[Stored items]
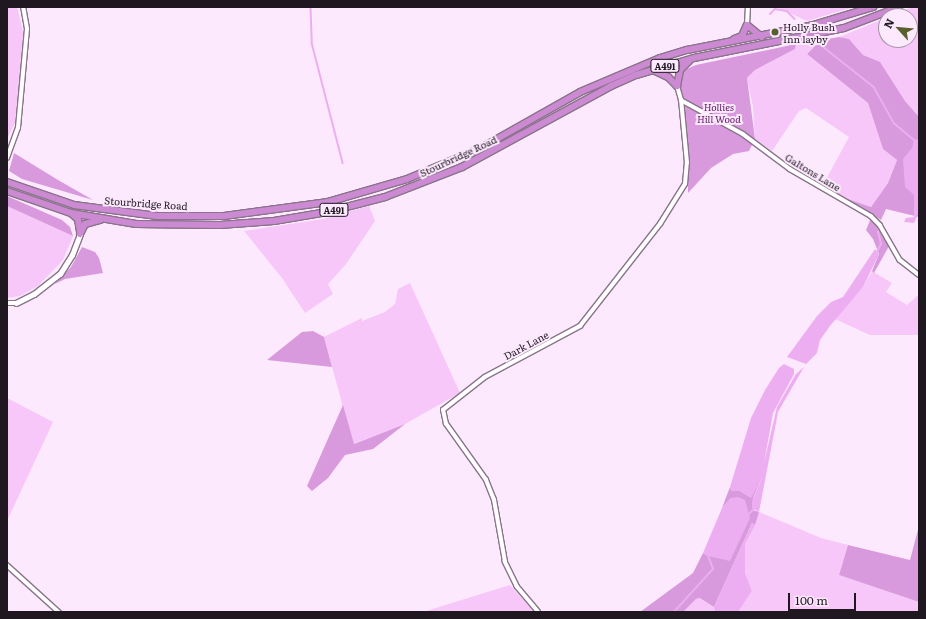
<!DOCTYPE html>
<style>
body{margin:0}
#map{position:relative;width:926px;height:619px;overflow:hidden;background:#fce9fd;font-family:Literata,serif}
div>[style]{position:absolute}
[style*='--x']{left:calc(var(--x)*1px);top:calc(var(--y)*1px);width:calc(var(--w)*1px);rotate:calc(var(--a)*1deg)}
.green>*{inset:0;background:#f6c7f8}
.forest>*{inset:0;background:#d89adc}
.water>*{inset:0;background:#edaef1}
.stream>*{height:1.5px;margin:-0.75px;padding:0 0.75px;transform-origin:0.75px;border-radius:0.75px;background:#edaef1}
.roads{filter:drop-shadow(1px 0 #89748a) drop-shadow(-1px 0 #89748a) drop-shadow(0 1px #89748a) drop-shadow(0 -1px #89748a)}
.minor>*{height:3.5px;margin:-1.75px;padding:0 1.75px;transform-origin:1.75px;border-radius:1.75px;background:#fff}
.tertiary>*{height:4.5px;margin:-2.25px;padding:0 2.25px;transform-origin:2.25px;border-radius:2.25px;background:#fff}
.trunk>*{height:6px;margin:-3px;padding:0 3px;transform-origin:3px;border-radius:3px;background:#cc8ad2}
.dots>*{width:11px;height:11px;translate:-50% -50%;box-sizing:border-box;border:2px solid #fce9fd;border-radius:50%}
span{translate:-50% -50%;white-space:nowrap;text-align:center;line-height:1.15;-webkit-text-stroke:4px #fce9fd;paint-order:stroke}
.shield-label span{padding:1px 3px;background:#fce9fd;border:1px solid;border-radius:3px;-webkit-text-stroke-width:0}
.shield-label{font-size:9px;color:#201821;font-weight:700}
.poi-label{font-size:10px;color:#201821}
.left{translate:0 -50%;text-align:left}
.park-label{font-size:10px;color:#5f1565;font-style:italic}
.street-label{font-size:10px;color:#201821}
.frame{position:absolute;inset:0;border:8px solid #201821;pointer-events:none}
.north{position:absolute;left:878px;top:8px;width:40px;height:40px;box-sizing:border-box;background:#fce9fd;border:1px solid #a495a5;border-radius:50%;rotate:297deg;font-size:11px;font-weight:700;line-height:16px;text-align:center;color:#201821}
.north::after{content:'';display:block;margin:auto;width:14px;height:18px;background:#595f2d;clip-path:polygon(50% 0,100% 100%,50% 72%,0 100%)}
.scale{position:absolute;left:788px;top:593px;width:68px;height:18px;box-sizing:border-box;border:2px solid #201821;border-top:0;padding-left:5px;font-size:12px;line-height:14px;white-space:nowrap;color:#201821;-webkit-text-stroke:3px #fce9fd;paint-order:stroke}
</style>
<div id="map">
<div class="green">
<div style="clip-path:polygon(7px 7px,17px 7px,25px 40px,15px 123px,7px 139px)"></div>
<div style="clip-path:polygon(777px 7px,854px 7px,807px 21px)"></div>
<div style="clip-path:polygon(913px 7px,919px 7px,919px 117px,905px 101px,880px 63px,863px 55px,849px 39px,839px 37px,886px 18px,886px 40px,910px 40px,910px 16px,891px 16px)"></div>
<div style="clip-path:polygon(821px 40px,807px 54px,868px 103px,883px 149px,897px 160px,888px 183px,871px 207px,845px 198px,823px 185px,849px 137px,806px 108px,799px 111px,772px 151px,755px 139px,753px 107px,747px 78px,755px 70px,795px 49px,796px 44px)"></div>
<div style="clip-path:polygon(7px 206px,73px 236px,63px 260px,38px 286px,20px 296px,7px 298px)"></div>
<div style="clip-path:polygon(369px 206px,375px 221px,346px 264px,328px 284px,333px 294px,305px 313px,282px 278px,244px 231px,323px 219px)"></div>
<div style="clip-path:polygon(872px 271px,892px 283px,886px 292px,907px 305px,917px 296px,919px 297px,919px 335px,870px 335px,835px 319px,863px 287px)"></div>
<div style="clip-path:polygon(410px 283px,460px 393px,405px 424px,353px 444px,324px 337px,362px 318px,362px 321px,385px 312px,395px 304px,398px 289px)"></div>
<div style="clip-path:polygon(7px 398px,53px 422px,7px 521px)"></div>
<div style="clip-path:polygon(759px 512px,821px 538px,848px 545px,839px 575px,919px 602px,919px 612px,738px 612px,752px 591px,745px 573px,745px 544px)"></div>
<div style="clip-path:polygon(510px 585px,534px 612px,423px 612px)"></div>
<div style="clip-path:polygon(701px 598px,714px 607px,715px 612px,683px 612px,696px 599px)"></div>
</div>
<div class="forest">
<div style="clip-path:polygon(839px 37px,849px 39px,863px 55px,880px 62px,905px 101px,919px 117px,919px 217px,886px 209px,881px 220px,845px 198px,871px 207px,888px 183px,897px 160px,883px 149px,868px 103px,807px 54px,821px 40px)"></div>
<div style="clip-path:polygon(796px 44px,795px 49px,755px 70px,747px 78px,755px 139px,749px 151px,733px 154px,711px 168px,688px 193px,688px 144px,679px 77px,682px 71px,696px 65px)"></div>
<div style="clip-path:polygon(14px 153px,58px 180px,93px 200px,22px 179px,9px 171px)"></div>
<div style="clip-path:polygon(7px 196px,62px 220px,70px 227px,73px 236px,7px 206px)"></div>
<div style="clip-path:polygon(871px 218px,889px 246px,874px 273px,872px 271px,879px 254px,873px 239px,866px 230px)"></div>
<div style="clip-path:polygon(82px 247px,95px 252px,99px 258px,103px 273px,65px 279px,55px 284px,71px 267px)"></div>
<div style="clip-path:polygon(313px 331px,324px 337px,332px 367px,267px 360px,302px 332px)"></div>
<div style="clip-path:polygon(343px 405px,354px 444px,405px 424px,373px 449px,345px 455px,328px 478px,312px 491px,307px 486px)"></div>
<div style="clip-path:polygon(762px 477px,753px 498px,753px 510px,759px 512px,755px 525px,752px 523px,714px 607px,700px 598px,696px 599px,683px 612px,640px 612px,693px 573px,703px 553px,708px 556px,731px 498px,722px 508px,730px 487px,732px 491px,740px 491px,750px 497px)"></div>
<div style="clip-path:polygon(919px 526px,919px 602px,839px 575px,848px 545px,910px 560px)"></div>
</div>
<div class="water">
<div style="clip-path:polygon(919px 139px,918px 214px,914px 223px,904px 222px,906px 218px,914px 217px,914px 195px,905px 187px,903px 159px,912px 148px,914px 140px)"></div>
<div style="clip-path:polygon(875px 249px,879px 254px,863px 287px,830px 326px,820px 340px,817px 353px,806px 364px,787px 357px,817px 316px,831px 302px,843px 297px)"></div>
<div style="clip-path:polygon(784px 364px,794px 369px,794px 374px,773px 413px,764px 463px,777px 407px,796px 374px,804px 367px,778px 412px,759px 512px,752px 508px,752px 501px,762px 478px,751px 498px,740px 491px,732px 491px,730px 487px,751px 418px,765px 390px,779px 368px)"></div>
<div style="clip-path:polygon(738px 497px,745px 500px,750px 518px,730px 561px,708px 556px,703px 553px,722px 508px,731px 498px)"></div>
<div style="clip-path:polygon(752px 523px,755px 525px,745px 544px,745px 573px,752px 591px,738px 612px,715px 612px,714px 607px)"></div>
</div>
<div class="stream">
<div style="--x:311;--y:7;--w:36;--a:88"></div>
<div style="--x:312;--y:43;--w:124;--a:75.5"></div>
<div style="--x:770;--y:14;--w:7;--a:-45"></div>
<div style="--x:775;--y:9;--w:12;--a:9"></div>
<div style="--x:787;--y:11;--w:11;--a:45"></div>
<div style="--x:816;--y:41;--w:74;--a:38.4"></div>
<div style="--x:874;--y:87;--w:41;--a:60.9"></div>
<div style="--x:894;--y:123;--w:26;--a:40"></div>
<div style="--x:877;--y:252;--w:9;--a:-63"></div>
<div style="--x:881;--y:244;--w:12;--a:-104"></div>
<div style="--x:878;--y:232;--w:4;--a:-56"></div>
<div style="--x:749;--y:514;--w:6;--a:-45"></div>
<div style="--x:674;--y:612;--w:58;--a:-47.8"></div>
<div style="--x:713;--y:569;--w:14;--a:-111"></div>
</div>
<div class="roads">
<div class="minor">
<div style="--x:747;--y:25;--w:18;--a:-87"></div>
<div style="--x:681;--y:100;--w:71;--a:28.7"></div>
<div style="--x:743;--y:134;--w:59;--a:36.7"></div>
<div style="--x:790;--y:169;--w:94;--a:30.1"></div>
<div style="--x:871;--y:216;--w:13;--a:45"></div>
<div style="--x:880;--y:225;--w:40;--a:60.3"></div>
<div style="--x:900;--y:260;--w:24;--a:38"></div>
<div style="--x:7;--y:158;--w:32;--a:-70"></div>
<div style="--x:18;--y:128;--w:99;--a:-84.8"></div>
<div style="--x:27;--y:29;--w:22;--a:-100"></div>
<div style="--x:7;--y:565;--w:70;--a:42.1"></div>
<div style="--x:538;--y:612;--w:33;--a:-130"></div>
<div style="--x:517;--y:587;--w:28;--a:-116"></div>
<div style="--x:505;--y:562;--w:63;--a:-100.1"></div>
<div style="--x:494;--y:500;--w:22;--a:-112"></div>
<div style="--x:486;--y:480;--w:69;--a:-125.5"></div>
<div style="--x:446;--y:424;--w:14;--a:-102"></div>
<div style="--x:443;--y:410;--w:53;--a:-38.2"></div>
<div style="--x:485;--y:377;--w:108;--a:-28.2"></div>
<div style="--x:580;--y:326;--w:130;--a:-51.9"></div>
<div style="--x:660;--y:224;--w:47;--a:-58"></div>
<div style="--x:685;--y:184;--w:21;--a:-85"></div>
<div style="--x:687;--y:163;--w:63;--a:-95.4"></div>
<div style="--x:681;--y:100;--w:15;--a:-106"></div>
</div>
<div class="tertiary">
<div style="--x:7;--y:303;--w:9;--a:0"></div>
<div style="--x:16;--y:303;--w:20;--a:-27"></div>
<div style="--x:34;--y:294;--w:33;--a:-38"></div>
<div style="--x:60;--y:274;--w:22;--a:-58"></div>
<div style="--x:72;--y:255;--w:22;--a:-69"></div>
</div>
<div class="trunk">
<div style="--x:747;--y:25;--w:19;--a:39"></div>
<div style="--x:734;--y:39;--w:9;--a:-21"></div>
<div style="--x:742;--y:36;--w:12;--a:-66"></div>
<div style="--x:653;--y:70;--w:17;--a:25"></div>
<div style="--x:668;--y:77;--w:13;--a:45"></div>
<div style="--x:677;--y:86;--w:16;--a:-79"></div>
<div style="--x:680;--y:70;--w:13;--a:-45"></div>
<div style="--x:7;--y:182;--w:71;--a:18.9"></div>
<div style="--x:74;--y:205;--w:84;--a:7.5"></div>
<div style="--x:157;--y:216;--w:67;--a:0"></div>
<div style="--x:224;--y:216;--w:105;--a:-7.7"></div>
<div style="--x:328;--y:202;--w:82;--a:-16.2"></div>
<div style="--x:407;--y:179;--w:78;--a:-22.6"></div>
<div style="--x:479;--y:149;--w:116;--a:-29.4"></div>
<div style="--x:580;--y:92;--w:87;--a:-23"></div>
<div style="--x:660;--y:58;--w:28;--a:-17"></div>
<div style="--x:687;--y:50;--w:128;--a:-11.2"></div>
<div style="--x:813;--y:25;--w:63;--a:-16.7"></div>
<div style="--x:7;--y:191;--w:68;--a:19"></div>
<div style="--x:71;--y:213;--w:66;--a:9.6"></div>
<div style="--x:136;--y:224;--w:84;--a:0.7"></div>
<div style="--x:220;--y:225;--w:54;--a:-4.2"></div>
<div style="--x:274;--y:221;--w:54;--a:-9.6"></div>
<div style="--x:327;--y:212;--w:60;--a:-14.5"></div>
<div style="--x:385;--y:197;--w:83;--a:-21.3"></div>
<div style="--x:462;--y:167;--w:170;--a:-28.5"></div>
<div style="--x:611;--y:86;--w:27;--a:-24"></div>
<div style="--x:636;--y:75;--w:60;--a:-16.3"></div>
<div style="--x:694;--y:58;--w:153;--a:-11.3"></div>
<div style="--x:844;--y:28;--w:59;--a:-20.9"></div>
<div style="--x:71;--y:213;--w:9;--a:41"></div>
<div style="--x:78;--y:219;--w:13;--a:81"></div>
<div style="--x:80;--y:234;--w:11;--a:-63"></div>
<div style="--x:85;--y:224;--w:16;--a:-15"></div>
</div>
</div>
<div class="dots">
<div style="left:775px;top:32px;background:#595f2d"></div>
</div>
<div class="shield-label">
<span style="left:665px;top:66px">A491</span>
<span style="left:334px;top:210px">A491</span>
</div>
<div class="poi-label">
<span class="left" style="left:783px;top:32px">Holly Bush<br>Inn layby</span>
</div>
<div class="park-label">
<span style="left:719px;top:112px">Hollies<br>Hill Wood</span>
</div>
<div class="street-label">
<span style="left:458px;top:156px;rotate:-25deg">Stourbridge Road</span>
<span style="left:813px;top:172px;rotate:31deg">Galtons Lane</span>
<span style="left:146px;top:203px;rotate:4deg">Stourbridge Road</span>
<span style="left:526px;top:345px;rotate:-28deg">Dark Lane</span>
</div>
<div class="frame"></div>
<div class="north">N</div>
<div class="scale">100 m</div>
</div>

→ **WHAT THE TASK REQUIRES**
Whenever the string "stream" turns up in a line of the data, copy that line.

→ **SOLUTION BELOW**
.stream>*{height:1.5px;margin:-0.75px;padding:0 0.75px;transform-origin:0.75px;border-radius:0.75px;background:#edaef1}
<div class="stream">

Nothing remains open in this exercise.